To install tuned use yum install tuned
To enable tuned use: systemctl enable –now tuned
To check what profile is running use: tuned-adm active
To list available profiles use: tuned-adm list
To switch to a profile use: tuned-adm profile [profile name]
To get a recommended profile use: tuned-adm recommend
You can set your profile to be automatically tuned by editing the file at /etc/tuned/tuned-main.conf and setting dynamic_tuning from 0 to 1
You can then enable this by restarting tuned: systemctl restart tuned
Locate and interpret system log files and journals
To get the boot process duration use: systemd-analyze
To get the time spent by each task during boot use: systemd-analyze blame
To get the contents of the system journal use: journalctl
This is probably going to give you more information than you can possible search through manually, to get journal entries related to a particular process you can do journalctl `which [process]`
To get journalctl entries that have a classification of error, use journalctl -p err
Preserve system journals
Journald logs are erased on reboot, to keep them after boot create a directory /var/log/journal then add “SystemMaxUse=50M” to /etc/system/journald.conf
To apply these changes use systemctl restart system-journald
Start, stop, and check the status of network services
Starting a service: systemctl start [service]

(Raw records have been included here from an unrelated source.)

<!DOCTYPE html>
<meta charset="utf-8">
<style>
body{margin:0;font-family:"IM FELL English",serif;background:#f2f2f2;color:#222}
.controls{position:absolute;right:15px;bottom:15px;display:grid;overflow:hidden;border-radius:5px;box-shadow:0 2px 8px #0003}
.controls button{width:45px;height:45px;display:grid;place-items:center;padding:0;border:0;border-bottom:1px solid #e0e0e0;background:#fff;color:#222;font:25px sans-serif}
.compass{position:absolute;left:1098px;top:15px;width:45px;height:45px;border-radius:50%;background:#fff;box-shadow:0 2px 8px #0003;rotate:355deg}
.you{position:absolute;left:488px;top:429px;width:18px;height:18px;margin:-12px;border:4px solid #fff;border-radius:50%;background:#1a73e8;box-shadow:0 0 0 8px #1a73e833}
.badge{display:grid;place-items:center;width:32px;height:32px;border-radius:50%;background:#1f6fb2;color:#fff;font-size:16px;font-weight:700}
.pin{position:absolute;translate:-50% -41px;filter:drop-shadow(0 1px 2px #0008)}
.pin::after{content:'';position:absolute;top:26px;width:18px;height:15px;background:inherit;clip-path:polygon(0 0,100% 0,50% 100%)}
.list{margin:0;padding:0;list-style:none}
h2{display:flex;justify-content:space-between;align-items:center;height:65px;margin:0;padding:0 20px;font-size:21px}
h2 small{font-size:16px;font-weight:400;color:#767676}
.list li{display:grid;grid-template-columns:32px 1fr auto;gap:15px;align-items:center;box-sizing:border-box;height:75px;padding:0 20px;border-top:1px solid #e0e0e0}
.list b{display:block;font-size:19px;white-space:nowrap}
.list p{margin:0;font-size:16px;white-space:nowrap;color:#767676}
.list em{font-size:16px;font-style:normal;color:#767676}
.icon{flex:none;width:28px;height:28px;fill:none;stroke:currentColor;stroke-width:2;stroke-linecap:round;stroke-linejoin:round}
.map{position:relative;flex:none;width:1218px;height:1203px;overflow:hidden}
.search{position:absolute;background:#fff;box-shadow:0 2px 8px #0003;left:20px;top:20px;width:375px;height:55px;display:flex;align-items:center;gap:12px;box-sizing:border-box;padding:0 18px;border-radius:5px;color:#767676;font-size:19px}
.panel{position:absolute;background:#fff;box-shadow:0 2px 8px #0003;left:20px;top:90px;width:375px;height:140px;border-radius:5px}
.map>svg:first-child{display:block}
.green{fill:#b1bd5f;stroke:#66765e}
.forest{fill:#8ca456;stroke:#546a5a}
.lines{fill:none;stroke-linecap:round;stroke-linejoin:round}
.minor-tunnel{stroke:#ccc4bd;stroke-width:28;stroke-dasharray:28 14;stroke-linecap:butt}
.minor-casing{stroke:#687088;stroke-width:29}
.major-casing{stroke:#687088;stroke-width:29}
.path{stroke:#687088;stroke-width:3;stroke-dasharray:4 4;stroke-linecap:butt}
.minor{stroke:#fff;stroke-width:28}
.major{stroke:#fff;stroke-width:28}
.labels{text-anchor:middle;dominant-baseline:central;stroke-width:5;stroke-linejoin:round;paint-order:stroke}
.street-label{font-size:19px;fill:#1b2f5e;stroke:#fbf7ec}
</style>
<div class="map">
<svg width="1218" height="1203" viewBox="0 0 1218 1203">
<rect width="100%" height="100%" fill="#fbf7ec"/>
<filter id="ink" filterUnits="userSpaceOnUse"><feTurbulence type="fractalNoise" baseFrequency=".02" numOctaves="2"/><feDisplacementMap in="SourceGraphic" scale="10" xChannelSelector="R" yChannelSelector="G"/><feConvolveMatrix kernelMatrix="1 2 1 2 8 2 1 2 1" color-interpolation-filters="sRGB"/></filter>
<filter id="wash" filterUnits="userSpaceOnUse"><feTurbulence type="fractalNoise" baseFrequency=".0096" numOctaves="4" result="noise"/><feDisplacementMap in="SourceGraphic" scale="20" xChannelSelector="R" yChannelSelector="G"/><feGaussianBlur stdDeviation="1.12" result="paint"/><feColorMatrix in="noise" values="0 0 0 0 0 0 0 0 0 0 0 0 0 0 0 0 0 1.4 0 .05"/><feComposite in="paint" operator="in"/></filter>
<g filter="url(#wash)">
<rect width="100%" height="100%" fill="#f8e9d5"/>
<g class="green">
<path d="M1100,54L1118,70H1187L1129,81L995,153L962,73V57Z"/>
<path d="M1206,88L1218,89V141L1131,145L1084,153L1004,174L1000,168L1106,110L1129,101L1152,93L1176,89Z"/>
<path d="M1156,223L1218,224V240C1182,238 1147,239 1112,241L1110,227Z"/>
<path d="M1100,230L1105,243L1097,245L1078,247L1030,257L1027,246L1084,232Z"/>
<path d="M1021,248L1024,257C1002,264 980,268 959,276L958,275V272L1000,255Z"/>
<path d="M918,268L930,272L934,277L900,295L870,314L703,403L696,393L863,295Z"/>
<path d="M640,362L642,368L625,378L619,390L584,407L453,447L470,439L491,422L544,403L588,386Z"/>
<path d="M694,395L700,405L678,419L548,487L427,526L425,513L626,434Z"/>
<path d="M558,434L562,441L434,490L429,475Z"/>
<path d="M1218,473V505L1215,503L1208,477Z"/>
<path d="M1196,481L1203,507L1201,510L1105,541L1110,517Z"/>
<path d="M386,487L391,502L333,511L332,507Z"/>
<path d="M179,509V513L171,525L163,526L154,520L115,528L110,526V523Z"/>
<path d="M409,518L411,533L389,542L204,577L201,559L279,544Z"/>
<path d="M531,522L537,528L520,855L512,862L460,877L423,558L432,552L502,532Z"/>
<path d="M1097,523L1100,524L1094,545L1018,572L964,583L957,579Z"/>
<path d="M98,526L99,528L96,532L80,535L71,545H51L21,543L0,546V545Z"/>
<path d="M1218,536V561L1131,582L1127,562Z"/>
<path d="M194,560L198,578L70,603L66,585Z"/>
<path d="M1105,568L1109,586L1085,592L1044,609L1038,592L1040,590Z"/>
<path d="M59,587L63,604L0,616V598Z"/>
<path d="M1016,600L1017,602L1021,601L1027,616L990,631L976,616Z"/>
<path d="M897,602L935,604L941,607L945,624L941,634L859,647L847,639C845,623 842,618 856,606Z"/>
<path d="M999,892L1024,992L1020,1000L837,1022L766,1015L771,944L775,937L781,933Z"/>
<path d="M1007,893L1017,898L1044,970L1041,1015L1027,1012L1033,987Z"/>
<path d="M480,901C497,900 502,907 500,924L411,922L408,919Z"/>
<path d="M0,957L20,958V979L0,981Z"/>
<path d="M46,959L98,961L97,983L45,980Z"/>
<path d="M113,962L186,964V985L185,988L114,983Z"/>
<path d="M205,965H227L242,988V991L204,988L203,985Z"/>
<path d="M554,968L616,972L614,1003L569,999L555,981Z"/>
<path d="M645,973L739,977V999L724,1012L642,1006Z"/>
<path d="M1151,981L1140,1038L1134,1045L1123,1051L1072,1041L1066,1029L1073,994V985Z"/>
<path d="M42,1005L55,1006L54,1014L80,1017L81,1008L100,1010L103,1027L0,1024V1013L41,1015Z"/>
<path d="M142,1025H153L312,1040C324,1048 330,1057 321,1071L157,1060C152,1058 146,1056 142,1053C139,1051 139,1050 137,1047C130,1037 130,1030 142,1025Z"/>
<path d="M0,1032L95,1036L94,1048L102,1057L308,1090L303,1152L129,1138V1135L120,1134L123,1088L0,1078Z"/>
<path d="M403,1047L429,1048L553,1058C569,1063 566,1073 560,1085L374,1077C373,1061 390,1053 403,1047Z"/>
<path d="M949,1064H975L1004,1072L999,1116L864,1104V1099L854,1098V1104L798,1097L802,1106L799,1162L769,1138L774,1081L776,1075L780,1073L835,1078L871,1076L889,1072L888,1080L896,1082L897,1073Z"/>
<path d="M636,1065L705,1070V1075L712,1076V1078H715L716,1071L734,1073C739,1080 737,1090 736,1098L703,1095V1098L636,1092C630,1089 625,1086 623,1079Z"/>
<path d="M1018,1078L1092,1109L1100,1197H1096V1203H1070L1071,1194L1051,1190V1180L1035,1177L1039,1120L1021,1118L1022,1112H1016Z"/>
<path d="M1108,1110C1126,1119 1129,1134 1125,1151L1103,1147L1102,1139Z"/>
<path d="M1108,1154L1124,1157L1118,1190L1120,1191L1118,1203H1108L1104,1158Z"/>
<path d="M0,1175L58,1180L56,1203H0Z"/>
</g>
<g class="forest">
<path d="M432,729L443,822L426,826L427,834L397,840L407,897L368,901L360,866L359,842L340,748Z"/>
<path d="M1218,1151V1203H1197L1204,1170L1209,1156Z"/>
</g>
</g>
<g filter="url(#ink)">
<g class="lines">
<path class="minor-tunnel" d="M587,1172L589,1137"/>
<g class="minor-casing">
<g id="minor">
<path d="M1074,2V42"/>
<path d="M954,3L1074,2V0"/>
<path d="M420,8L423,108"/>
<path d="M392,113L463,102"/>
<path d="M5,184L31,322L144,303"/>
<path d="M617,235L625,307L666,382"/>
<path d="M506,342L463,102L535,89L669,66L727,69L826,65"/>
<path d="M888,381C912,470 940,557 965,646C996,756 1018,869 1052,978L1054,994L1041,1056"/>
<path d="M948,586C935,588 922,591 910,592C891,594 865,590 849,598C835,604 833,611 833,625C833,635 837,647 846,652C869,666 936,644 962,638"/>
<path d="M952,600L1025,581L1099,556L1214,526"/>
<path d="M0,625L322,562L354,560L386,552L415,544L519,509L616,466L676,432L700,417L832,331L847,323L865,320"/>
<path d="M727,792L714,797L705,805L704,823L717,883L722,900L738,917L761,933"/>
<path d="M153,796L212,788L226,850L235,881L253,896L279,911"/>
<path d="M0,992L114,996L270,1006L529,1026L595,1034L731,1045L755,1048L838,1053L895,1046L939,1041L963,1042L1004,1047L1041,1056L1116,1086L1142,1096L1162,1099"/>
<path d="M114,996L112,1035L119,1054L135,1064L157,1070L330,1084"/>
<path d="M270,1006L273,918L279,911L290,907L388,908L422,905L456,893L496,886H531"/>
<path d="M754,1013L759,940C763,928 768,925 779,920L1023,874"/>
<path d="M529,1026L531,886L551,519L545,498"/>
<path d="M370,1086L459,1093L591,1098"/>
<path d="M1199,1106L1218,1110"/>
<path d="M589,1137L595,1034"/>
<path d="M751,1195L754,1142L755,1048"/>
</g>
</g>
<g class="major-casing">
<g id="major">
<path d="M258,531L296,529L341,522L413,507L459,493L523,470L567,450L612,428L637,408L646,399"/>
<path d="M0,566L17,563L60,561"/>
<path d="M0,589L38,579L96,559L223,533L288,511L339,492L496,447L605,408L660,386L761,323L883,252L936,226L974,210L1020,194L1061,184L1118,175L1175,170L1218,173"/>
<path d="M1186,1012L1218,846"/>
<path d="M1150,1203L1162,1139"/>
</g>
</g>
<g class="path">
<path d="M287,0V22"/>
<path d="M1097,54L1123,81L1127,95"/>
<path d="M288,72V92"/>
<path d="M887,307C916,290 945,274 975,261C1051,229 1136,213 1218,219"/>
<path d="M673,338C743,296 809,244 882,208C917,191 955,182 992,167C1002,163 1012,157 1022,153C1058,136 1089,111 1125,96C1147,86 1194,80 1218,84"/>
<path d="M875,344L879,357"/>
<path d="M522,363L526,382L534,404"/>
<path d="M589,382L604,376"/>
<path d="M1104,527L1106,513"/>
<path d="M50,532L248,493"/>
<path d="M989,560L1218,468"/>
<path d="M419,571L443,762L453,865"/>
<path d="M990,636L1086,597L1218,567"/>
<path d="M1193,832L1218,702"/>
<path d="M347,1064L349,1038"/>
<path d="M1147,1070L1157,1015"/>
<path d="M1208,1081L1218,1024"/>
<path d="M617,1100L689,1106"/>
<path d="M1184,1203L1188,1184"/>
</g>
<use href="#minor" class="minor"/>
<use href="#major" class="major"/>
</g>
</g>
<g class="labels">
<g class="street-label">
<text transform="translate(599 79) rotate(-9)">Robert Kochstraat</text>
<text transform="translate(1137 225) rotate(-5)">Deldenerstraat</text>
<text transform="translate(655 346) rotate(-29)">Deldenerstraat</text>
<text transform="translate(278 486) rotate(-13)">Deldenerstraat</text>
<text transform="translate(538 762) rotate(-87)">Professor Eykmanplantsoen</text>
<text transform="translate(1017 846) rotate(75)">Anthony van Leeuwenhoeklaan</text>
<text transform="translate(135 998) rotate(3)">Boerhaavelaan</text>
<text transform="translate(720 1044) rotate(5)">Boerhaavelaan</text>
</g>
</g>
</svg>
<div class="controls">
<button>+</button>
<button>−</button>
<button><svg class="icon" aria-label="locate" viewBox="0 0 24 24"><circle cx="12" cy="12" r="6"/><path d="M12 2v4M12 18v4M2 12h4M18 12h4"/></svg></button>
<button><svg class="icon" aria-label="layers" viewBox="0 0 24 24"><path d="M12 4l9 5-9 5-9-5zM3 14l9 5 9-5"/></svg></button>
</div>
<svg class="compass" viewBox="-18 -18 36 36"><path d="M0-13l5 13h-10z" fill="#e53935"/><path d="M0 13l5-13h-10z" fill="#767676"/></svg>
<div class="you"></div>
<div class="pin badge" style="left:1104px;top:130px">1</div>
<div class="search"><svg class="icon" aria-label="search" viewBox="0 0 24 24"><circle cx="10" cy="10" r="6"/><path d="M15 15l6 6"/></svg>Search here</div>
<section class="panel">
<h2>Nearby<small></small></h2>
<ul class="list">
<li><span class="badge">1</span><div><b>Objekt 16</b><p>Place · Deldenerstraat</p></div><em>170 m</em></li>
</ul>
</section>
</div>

Stopping a service: systemctl stop [service]
To check if service is running: systemctl is-active [service]
To check if service is enabled at boot: systemctl is-enabled [service]
Enable a service to run at boot: systemctl enable [service]
Disable service from running at boot: systemctl disable [service]
To permanently disable a service: systemctl mask [service]
To re-activate a permanently disabled service: systemctl unmask [service]
Securely transfer files between systems
To copy a local file to a remote host use: scp [file] [username]@[ip address of remote server]:[file]
In my virtual environment I have a cloned VM connected to an internal network so I can test this out.